Fuel prices crashed once again yesterday, with pharmaceutical officials noting that Omicron will weaken the efficacy rates of existing vaccines. Gasoline prices closed below $2/gal for the first time since April 2021 after dropping 13 cents, while diesel fell 9 cents to multi-month lows. Today brings yet another recovery, with crude up $2/bbl and fuel prices gaining 6-7 cents.

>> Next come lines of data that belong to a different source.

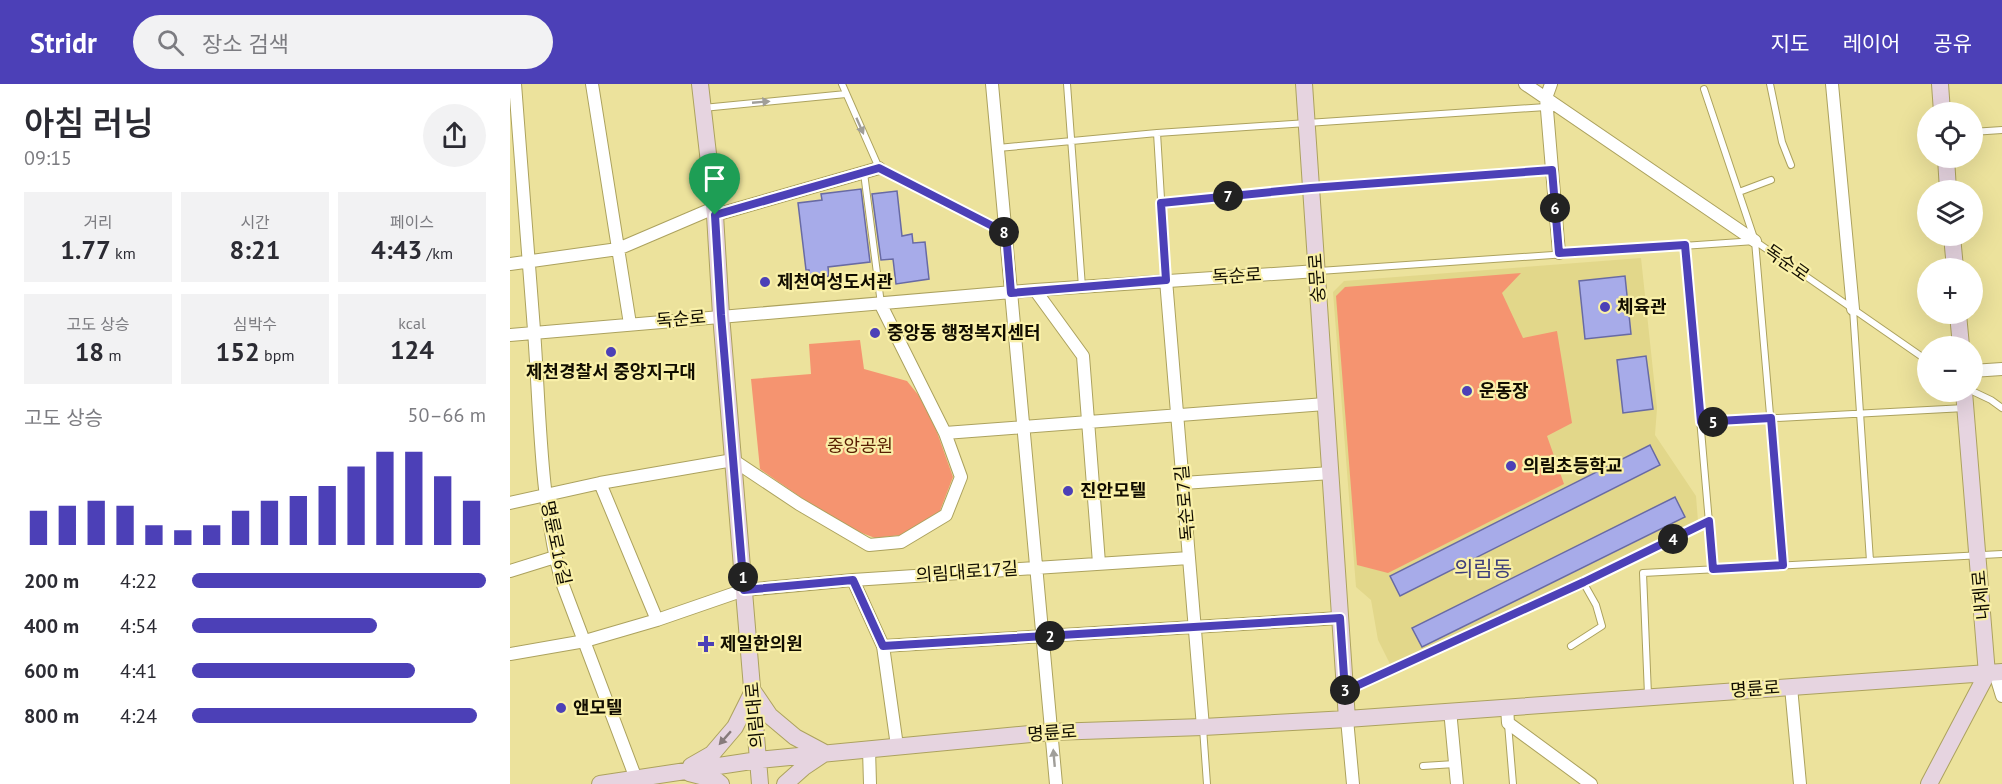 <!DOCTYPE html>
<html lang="ko">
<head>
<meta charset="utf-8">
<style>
  :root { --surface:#fff; --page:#f2f2f3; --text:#2b2b33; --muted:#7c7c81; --accent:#4c40b7 }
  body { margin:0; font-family:"PT Sans","Noto Sans KR",sans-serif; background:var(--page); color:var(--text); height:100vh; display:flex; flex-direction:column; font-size:22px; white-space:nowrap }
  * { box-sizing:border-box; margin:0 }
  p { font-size:20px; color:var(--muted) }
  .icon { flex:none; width:33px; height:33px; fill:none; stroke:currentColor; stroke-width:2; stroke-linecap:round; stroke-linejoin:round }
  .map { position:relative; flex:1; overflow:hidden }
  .panel { display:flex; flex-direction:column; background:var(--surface); width:510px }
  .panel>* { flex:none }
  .fabs { position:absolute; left:1407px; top:18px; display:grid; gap:12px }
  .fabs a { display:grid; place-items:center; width:66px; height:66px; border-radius:50%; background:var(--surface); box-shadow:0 6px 24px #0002; font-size:30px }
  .pin { position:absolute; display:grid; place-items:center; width:51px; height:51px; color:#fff; margin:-62px -26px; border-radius:50% 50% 50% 0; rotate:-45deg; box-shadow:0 0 6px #0007 }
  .pin .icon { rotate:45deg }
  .km { position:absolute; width:30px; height:30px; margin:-15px; border-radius:50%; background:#222; color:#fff; font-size:16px; line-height:30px; text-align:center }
  .round { display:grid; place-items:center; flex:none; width:63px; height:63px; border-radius:32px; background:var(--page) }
  .overview { display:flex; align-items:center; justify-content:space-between; height:102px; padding:0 24px }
  h1 { font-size:33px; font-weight:600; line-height:45px }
  .stats { display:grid; grid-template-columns:repeat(3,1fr); gap:9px; height:102px; padding:6px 24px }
  .stats div { display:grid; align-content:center; border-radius:0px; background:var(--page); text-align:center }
  .stats b { font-size:26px; font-weight:600 }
  .stats small { font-size:16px; font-weight:400 }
  .stats p { font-size:16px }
  .chart { height:168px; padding:12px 24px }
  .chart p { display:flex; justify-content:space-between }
  .chart svg { width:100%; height:108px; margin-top:6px; stroke:var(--accent); stroke-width:6 }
  ul { padding:0 24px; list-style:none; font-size:20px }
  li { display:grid; grid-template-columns:96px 72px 1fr; align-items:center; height:45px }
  li i { height:15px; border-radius:8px; background:var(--accent) }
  header { display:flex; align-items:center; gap:36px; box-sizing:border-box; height:84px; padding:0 30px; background:var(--accent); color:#fff }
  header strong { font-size:28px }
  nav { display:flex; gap:33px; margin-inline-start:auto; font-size:21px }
  .search { width:420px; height:54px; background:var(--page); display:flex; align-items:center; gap:15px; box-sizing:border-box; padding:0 21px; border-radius:33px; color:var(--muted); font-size:22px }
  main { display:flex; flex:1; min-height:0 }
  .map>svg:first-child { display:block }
</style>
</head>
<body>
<header>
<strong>Stridr</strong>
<div class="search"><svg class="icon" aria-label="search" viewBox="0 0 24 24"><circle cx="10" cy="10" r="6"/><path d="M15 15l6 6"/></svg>장소 검색</div>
<nav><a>지도</a><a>레이어</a><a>공유</a></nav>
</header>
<main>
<section class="panel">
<div class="overview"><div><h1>아침 러닝</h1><p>09:15</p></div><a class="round"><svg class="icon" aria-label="share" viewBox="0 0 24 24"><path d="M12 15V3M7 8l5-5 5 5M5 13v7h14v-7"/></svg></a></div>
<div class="stats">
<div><p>거리</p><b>1.77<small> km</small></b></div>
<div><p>시간</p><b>8:21</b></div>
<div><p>페이스</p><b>4:43<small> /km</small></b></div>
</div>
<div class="stats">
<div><p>고도 상승</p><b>18<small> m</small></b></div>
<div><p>심박수</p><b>152<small> bpm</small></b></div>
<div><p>kcal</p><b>124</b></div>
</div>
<div class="chart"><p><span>고도 상승</span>50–66 m</p>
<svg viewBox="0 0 160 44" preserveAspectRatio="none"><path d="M5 44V30M15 44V28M25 44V26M35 44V28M45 44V36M55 44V38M65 44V36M75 44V30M85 44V26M95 44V24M105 44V20M115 44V12M125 44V6M135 44V6M145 44V16M155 44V26"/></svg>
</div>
<ul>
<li><b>200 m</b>4:22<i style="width:100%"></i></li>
<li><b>400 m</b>4:54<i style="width:63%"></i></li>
<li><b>600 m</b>4:41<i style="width:76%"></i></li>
<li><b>800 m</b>4:24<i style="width:97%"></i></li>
</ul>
</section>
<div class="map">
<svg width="1492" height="700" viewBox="0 0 1492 700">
  <rect width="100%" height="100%" fill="#ece29c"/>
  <path fill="#e2d78a" d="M1131 174 1147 324 1145 351 1186 412 1188 437 882 584 868 556 861 516 846 503 823 208 834 197Z"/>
  <path fill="#f59470" d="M1011 189 992 209 1013 254 1047 247 1062 339 1037 352 1054 400 878 489 847 481 826 212 835 203Z
    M350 256 354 285 397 297 418 323 443 393 428 432 391 451 365 454 331 441 250 385 241 295 301 290 299 260Z"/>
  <path fill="#a7abe9" stroke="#686aa4" stroke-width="1.5" d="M351 105 360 178 318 183 319 192 300 194 299 186H296L288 119 312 116 311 110Z
    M387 107 392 152 402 150 403 159 415 158 419 195 386 200 383 175 371 176 362 110Z
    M1115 192 1121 250 1075 255 1069 197Z
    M1136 272 1143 325 1113 329 1107 276Z
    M1140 361 1150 381 890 512 880 492Z
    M1165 413 1175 433 912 563 902 544Z"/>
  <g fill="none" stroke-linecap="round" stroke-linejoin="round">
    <g stroke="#aca25e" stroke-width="8">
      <path id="lane" d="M332 0 369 84 495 149
        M557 0 572 203
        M1260 0 1272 58 1281 81
        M1194 5 1245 157 1273 481
        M193 24 336 10
        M1462 48 1492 46
        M647 49 656 196
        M488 64 647 49 1036 23
        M354 89 371 220
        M1229 108 1261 96
        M651 119 801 104 1042 86
        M1175 161 1203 485
        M809 187 1245 157 1418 277
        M1343 225 1360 477
        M1462 307 1481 316 1492 324
        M1191 338 1455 324
        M1061 562 1092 542 1086 521 1073 498
        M838 605 1073 498 1199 437
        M1138 611 1133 489 1492 470
        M998 640 1003 700
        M693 644 697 700
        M913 682 945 680"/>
    </g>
    <g stroke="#aca25e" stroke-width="14">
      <path id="street" d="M5 0C11 82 18 164 24 246 30 330 30 414 51 496L128 700
        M82 0 120 240
        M482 0 546 700
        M1015 0 1245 157
        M1041 0 1036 14 1049 169
        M1322 0 1343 225
        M205 131 369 84
        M0 180 108 165 204 124
        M656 196 693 643
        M525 206 573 272 589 479
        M0 251 525 206 807 187
        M1462 287 1492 285
        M435 349 815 320
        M90 399 147 536
        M673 399 821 389
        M0 419 90 399 223 376 289 420 359 461 391 458 436 431 451 393 435 349 371 221
        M0 487 45 473
        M343 496 373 562 387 662
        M373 562 830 534
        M0 570 75 557 147 536 234 506 343 496 679 474
        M1485 589 1492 612
        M1281 603 1290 700
        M997 622 998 639 1081 700
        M940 626 947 700
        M837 635 843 700
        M359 665 360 700"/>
    </g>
    <g stroke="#aca25e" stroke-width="18">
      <path id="secondary" d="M190 0 205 131 211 231 250 700
        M794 0 837 635
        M1430 0 1432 28
        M1436 74 1438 106
        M1442 152 1445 184
        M1448 230 1451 262
        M181 682 202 670 225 643 243 607 260 632 285 653 315 669 294 683 275 700
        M179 689 206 696 211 700
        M90 700 248 676 541 648 693 643 837 635 1492 588
        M1419 700 1477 590 1454 308"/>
    </g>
    <use href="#lane" stroke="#fff" stroke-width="6"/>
    <use href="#street" stroke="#fff" stroke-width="12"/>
    <use href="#secondary" stroke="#e6d4e0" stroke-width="16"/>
  </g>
  <defs><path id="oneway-solid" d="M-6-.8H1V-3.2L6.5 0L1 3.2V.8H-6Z" transform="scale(1.5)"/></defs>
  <g fill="#a09e99">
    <use href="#oneway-solid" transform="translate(251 18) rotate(-5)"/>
    <use href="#oneway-solid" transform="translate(350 42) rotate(66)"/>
    <use href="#oneway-solid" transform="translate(544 674) rotate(-95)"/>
  </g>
  <use fill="#867a7b" href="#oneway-solid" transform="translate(215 654) rotate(131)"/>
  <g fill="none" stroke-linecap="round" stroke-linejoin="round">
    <g stroke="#fff" stroke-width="12">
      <path id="route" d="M369 84 496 149 501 209 656 196 651 119 801 104 1042 86 1049 169 1175 161 1191 338 1261 334 1273 481 1203 485 1199 437 1074 498 835 607 830 534 373 562 343 496 234 506 211 231 205 131Z"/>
    </g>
    <use href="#route" stroke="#4c40b7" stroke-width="8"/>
  </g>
  <g fill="#4c40b7" stroke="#f9f0a9" stroke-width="2">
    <circle cx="255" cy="198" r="6"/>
    <circle cx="1095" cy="223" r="6"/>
    <circle cx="365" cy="249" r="6"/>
    <circle cx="101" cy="268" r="6"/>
    <circle cx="957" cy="307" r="6"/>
    <circle cx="1001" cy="382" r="6"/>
    <circle cx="558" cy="407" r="6"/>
    <path d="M193 551h6v6h6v6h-6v6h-6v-6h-6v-6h6z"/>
    <circle cx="51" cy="624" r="6"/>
  </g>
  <g text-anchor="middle" stroke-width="4.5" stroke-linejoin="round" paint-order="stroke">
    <g font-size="18" fill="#110d00" stroke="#f9f0a9">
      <text transform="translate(1277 179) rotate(35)" y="6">독순로</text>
      <text transform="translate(727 192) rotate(-3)" y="6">독순로</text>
      <text transform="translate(807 194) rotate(-94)" y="6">숭문로</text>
      <text transform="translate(171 235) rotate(-5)" y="6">독순로</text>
      <text transform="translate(675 419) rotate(-95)" y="6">독순로7길</text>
      <text transform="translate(46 459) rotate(78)" y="6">명륜로16길</text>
      <text transform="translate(457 488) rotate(-4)" y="6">의림대로17길</text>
      <text transform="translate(1471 511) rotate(-95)" y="6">내제로</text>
      <text transform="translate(1245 605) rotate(-4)" y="6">명륜로</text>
      <text transform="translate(245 631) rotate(-95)" y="6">의림대로</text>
      <text transform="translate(542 649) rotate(-4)" y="6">명륜로</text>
    </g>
    <g font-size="18" font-weight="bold" fill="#110d00" stroke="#f9f0a9" text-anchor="start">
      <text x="267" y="204">제천여성도서관</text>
      <text x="1107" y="229">체육관</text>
      <text x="377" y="255">중앙동 행정복지센터</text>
      <text x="101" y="294" text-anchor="middle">제천경찰서 중앙지구대</text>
      <text x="969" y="313">운동장</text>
      <text x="1013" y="388">의림초등학교</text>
      <text x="570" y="413">진안모텔</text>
      <text x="210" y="566">제일한의원</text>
      <text x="63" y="630">앤모텔</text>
    </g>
    <g font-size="18" fill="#591d02" stroke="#f9f0a9">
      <text x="350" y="368">중앙공원</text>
    </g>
    <g font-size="21" fill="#3e3e7a" stroke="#f9f0a9">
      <text x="973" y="492">의림동</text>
    </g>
  </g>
</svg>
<div class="fabs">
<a><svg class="icon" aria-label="locate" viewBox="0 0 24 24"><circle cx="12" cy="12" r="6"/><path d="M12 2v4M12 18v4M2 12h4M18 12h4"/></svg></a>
<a><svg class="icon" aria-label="layers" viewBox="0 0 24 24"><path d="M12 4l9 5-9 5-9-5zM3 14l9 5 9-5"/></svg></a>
<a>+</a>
<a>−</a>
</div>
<div class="pin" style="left:205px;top:131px;background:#1e9e55"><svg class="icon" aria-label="arrive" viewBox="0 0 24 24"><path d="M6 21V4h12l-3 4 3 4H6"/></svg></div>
<b class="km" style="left:233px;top:493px">1</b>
<b class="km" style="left:540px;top:552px">2</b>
<b class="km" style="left:835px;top:606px">3</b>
<b class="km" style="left:1163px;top:455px">4</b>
<b class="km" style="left:1203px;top:338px">5</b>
<b class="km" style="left:1045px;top:124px">6</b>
<b class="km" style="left:718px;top:112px">7</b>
<b class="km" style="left:494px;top:148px">8</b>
</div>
</main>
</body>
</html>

OPEC+ began its two-day meeting to review oil market conditions, deciding how they want to proceed in the future. After cutting over 10 million barrels per day (MMbpd) at the peak of the pandemic, OPEC has been rubberstamping a 0.4 MMbpd supply increase each month, with 3.8 MMbpd left to go. The group’s technical committee is forecasting a severe glut of oil in Q1, ranging from a 2 MMbpd surplus in January to a 3.8 MMbpd surplus in March. Given demand concerns due to the Omicron variant and the release of strategic oil reserves worldwide, it’s quite possible that OPEC+ will choose to maintain current production levels in January rather than increasing them.
In inventory news, the EIA released their weekly report today, confirming the market’s expectations of a moderate crude draw along with rising fuel inventories. The hefty build for diesel and gasoline stocks (2.2 million barrels and 4.0 million barrels, respectively) is good news for tight supply markets, indicating that refiners are beginning to produce more fuel. Inventories remain historically tight for this time of year, so watch the EIA’s report over the next few weeks to see whether they return to normal or trend below the average.